TASK BRIEF: Find all lines with the word "image" in the material, then copy them.

Top of EXCERPTED DATA

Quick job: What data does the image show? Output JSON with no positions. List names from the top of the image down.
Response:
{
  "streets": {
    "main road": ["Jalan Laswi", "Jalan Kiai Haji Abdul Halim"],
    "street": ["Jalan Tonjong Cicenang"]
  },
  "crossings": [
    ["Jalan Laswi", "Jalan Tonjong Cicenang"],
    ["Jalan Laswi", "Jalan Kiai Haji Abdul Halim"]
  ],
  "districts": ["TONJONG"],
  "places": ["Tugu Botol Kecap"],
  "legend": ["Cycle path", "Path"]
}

Bottom of EXCERPTED DATA
Top of EXCERPTED DATA

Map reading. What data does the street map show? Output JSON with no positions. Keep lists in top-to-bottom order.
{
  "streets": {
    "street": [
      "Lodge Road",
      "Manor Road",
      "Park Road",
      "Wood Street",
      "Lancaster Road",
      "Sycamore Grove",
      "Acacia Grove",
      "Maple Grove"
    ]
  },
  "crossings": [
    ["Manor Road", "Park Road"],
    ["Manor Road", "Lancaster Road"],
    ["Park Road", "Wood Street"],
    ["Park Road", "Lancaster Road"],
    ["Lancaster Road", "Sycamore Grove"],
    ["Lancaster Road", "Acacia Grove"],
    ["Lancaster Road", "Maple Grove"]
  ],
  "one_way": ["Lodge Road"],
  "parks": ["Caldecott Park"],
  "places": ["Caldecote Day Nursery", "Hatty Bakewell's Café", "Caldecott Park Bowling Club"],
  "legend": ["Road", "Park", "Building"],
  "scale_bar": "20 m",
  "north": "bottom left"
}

Bottom of EXCERPTED DATA
Top of EXCERPTED DATA

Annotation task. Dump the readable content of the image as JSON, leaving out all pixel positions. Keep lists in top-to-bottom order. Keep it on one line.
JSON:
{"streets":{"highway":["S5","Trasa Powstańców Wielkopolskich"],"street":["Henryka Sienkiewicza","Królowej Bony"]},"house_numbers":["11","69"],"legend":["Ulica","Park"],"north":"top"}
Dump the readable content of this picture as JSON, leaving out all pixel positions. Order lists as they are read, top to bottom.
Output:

Bottom of EXCERPTED DATA

SOLUTION TO THIS EXERCISE:
Quick job: What data does the image show? Output JSON with no positions. List names from the top of the image down.
Annotation task. Dump the readable content of the image as JSON, leaving out all pixel positions. Keep lists in top-to-bottom order. Keep it on one line.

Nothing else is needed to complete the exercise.